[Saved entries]
-------------------------
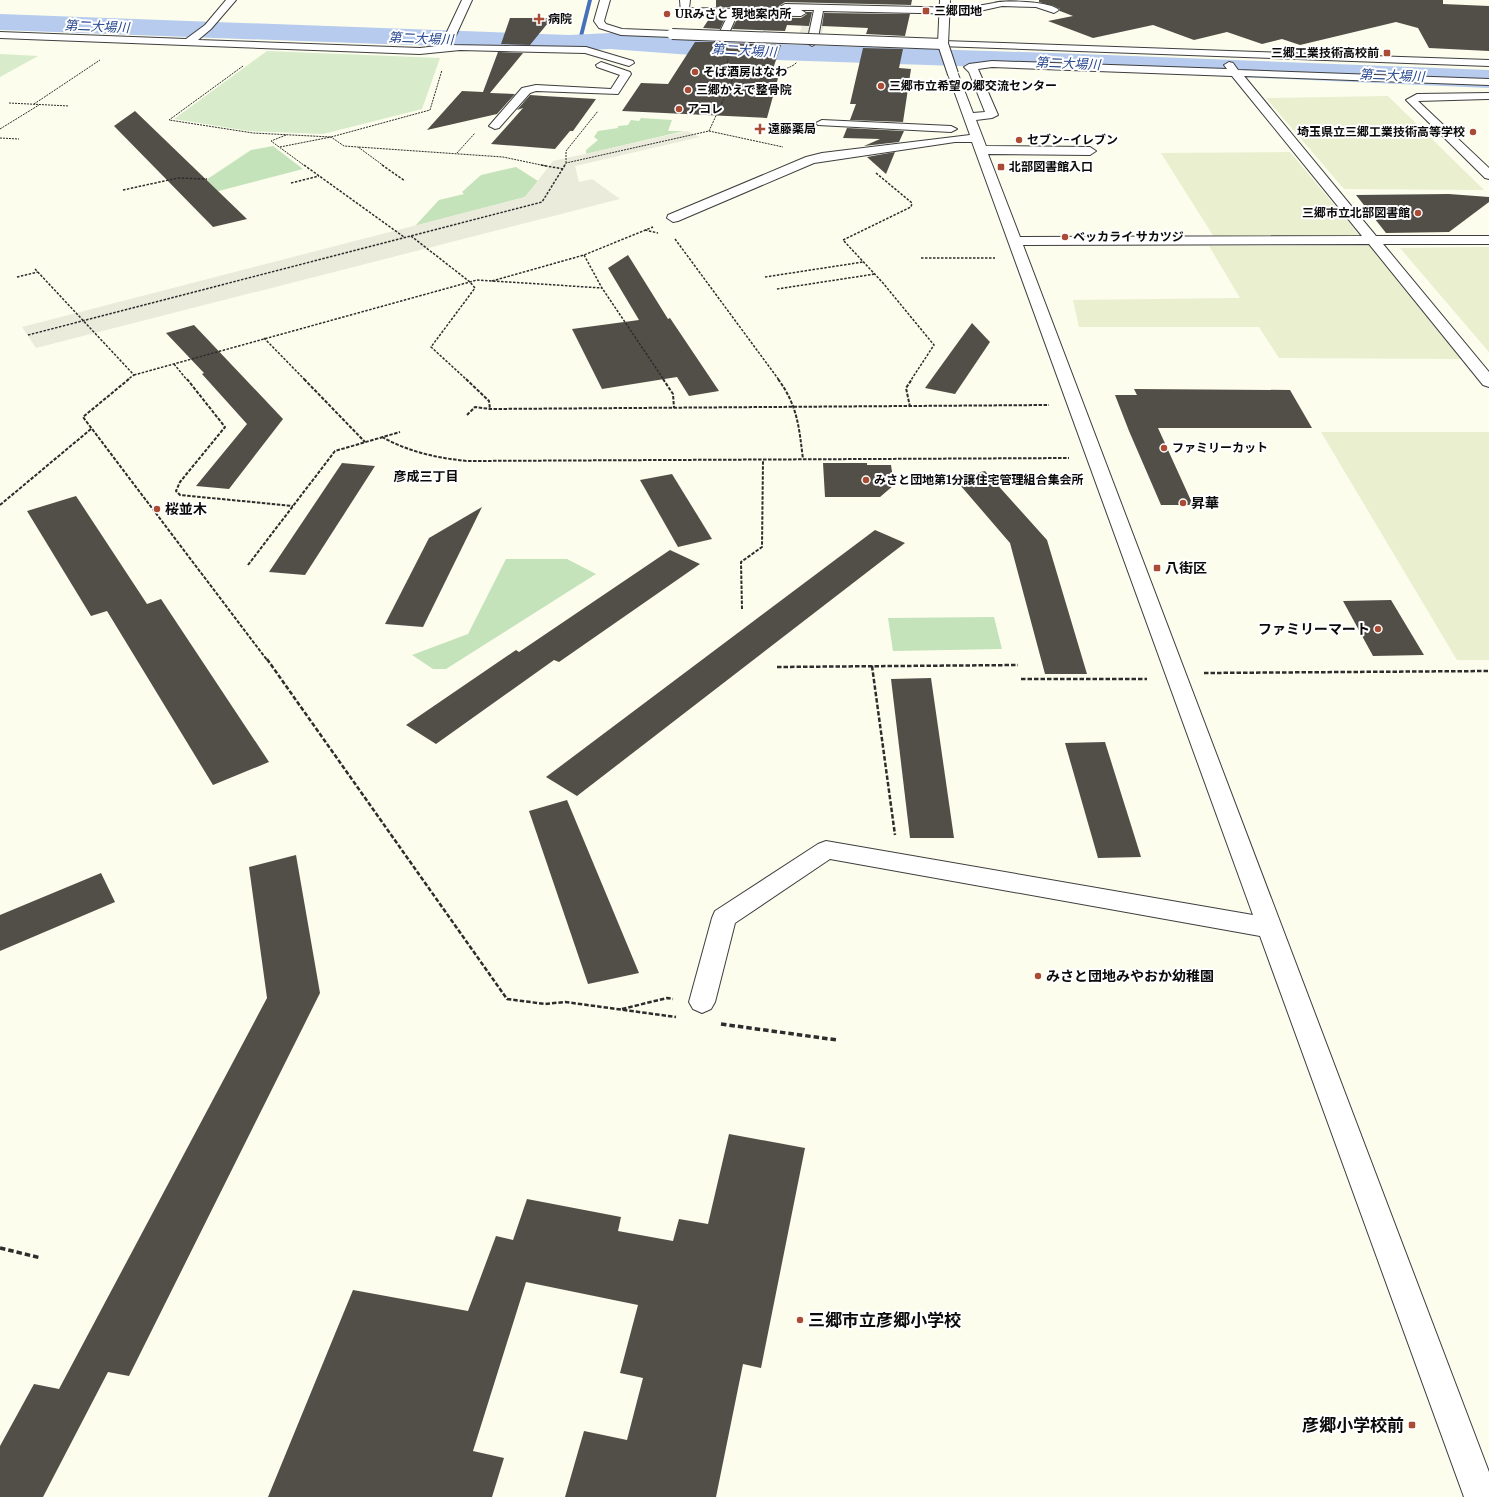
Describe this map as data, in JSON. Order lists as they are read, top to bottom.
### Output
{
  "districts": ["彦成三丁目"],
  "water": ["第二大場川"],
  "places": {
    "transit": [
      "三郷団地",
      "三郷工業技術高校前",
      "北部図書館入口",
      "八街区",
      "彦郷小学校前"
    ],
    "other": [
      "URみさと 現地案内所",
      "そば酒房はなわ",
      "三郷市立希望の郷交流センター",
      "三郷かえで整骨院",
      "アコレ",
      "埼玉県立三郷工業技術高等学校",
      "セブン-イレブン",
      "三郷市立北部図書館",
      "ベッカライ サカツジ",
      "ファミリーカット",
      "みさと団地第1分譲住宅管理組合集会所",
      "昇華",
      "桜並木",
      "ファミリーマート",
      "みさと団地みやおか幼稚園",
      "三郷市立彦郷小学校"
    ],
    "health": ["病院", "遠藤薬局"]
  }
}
-------------------------
Above are records with pictures; repeat the records exactly and leave the pictures out.

Describe this map as data, in JSON. Order lists as they are read, top to bottom.
### Output
{
  "districts": ["彦成三丁目"],
  "water": ["第二大場川"],
  "places": {
    "transit": [
      "三郷団地",
      "三郷工業技術高校前",
      "北部図書館入口",
      "八街区",
      "彦郷小学校前"
    ],
    "other": [
      "URみさと 現地案内所",
      "そば酒房はなわ",
      "三郷市立希望の郷交流センター",
      "三郷かえで整骨院",
      "アコレ",
      "埼玉県立三郷工業技術高等学校",
      "セブン-イレブン",
      "三郷市立北部図書館",
      "ベッカライ サカツジ",
      "ファミリーカット",
      "みさと団地第1分譲住宅管理組合集会所",
      "昇華",
      "桜並木",
      "ファミリーマート",
      "みさと団地みやおか幼稚園",
      "三郷市立彦郷小学校"
    ],
    "health": ["病院", "遠藤薬局"]
  }
}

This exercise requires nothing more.